Physics - Mathematical and Theoretical Physics Seminar

Mathematical and Theoretical Physics Seminar: Sarah Geller (UC Santa Cruz), "Making Black Holes at the Big Bang: multi-field inflation, spectator fields, and fine-tuning."

Event Type
Seminar/Symposium
Sponsor
Department of Physics
Location
Loomis 464
Date
Nov 13, 2025   1:00 - 2:00 pm  
Speaker
Sarah Geller
Contact
Thierry Ramais
E-Mail
ramais@illinois.edu
Phone
217-300-2044
Views
81

Abstract: Primordial black holes, or PBHs, are black holes that formed in the early universe by some means other than stellar collapse. : Primordial Black Holes (PBHs) are fascinating cosmological objects for a number of reasons: they are one of the most compelling candidates to explain some or all of the missing matter (dark matter) in our universe; they are one of only a couple potential probes of the first few seconds of the universe’s infancy, and they may also one day furnish an observational probe of quantum gravity through detection of Hawking radiation. As such, it is crucial to understand the mechanisms by which PBHs form. In this talk, I go beyond the already-described single-field inflationary models that typically produce PBHs through a period of ultra-slow-roll (USR), which are usually highly fine-tuned (the “fine-tuning” problem).

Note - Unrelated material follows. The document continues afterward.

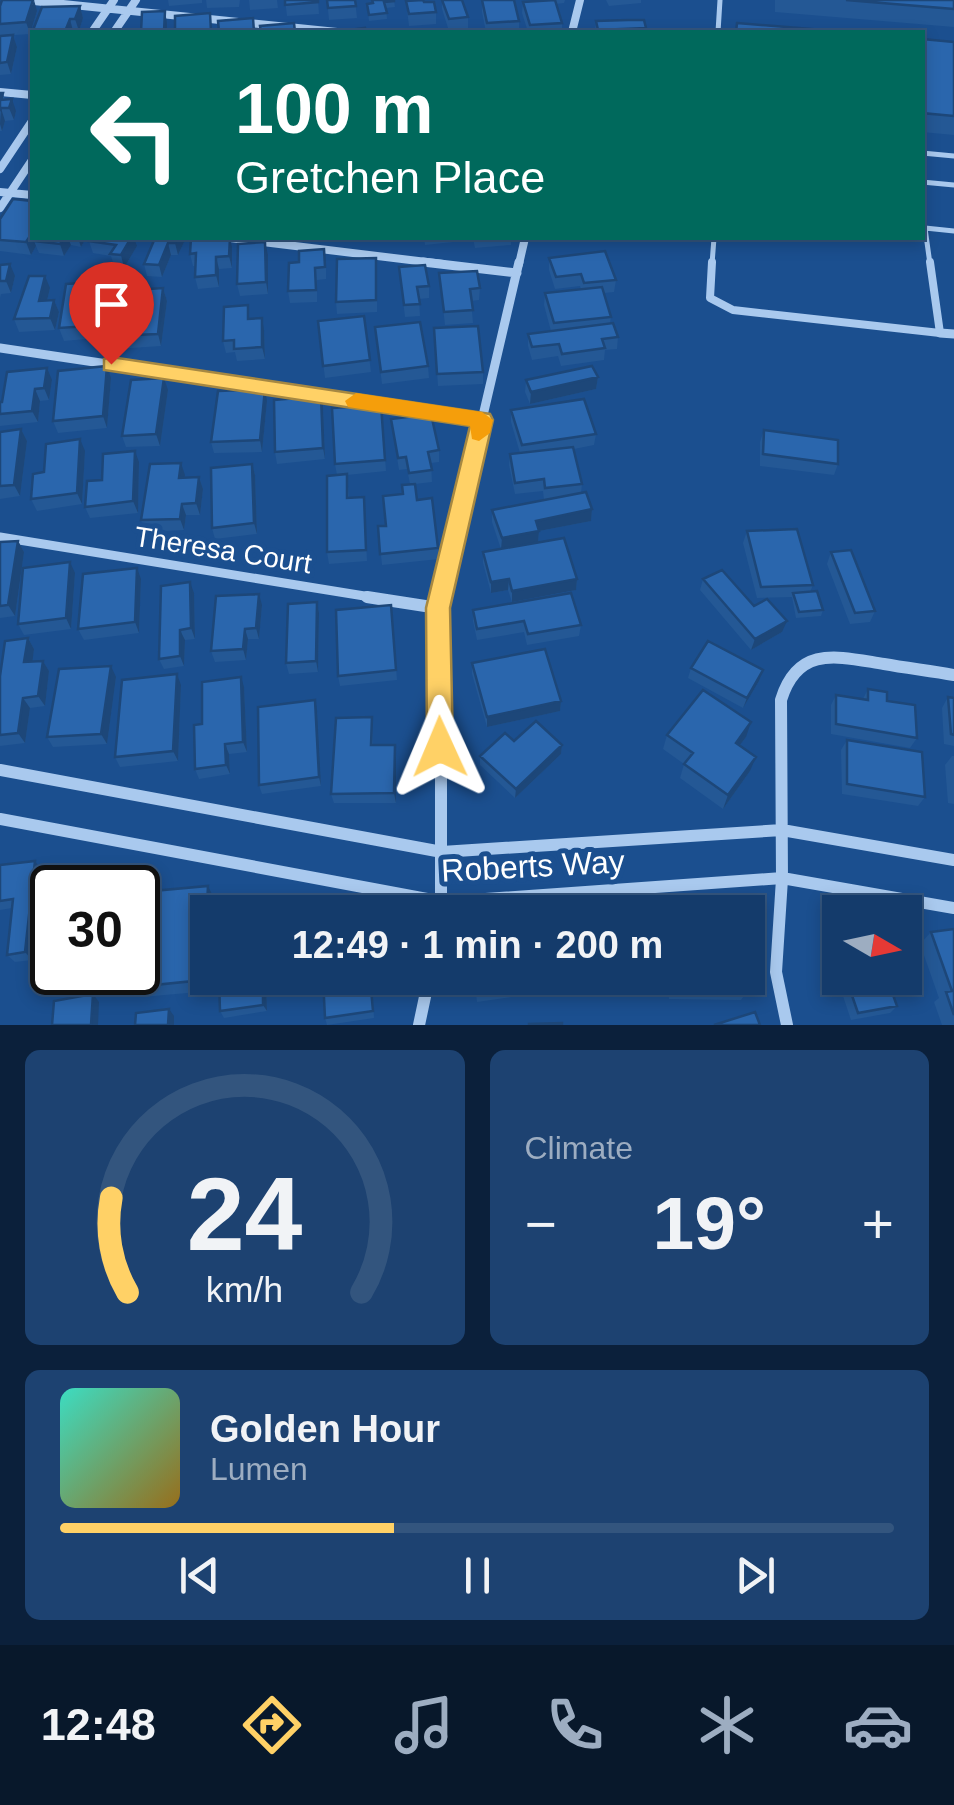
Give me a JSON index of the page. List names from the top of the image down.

I will first discuss the formation of PBHs in the context of two natural high-energy ingredients: multiple scalar fields and non-minimal gravitational couplings. I will reveal what we have learned by performing the first Markov Chain Monte Carlo (MCMC) analysis of parameter space for such models, and how these models can produce all of the dark matter while also satisfying the most recent Planck constraints, and even have natural UV completions in, for example, supergravity (SUGRA). I’ll then present a new generic mechanism in which a single-field inflationary model with an additional scalar spectator generates large power spectrum enhancements while still reducing the severity of the fine-tuning of single-field models (sans spectator) by orders of magnitude. In this mechanism, the system undergoes two turns in field space bracketing a phase where tachyonic isocurvature modes grow exponentially before transferring power to curvature perturbations. Crucially, this occurs without entering a USR phase. I will explicitly demonstrate the remarkable resilience of this inflationary mechanism to parameter variations, which may provide a template for addressing the longstanding “fine-tuning” problem.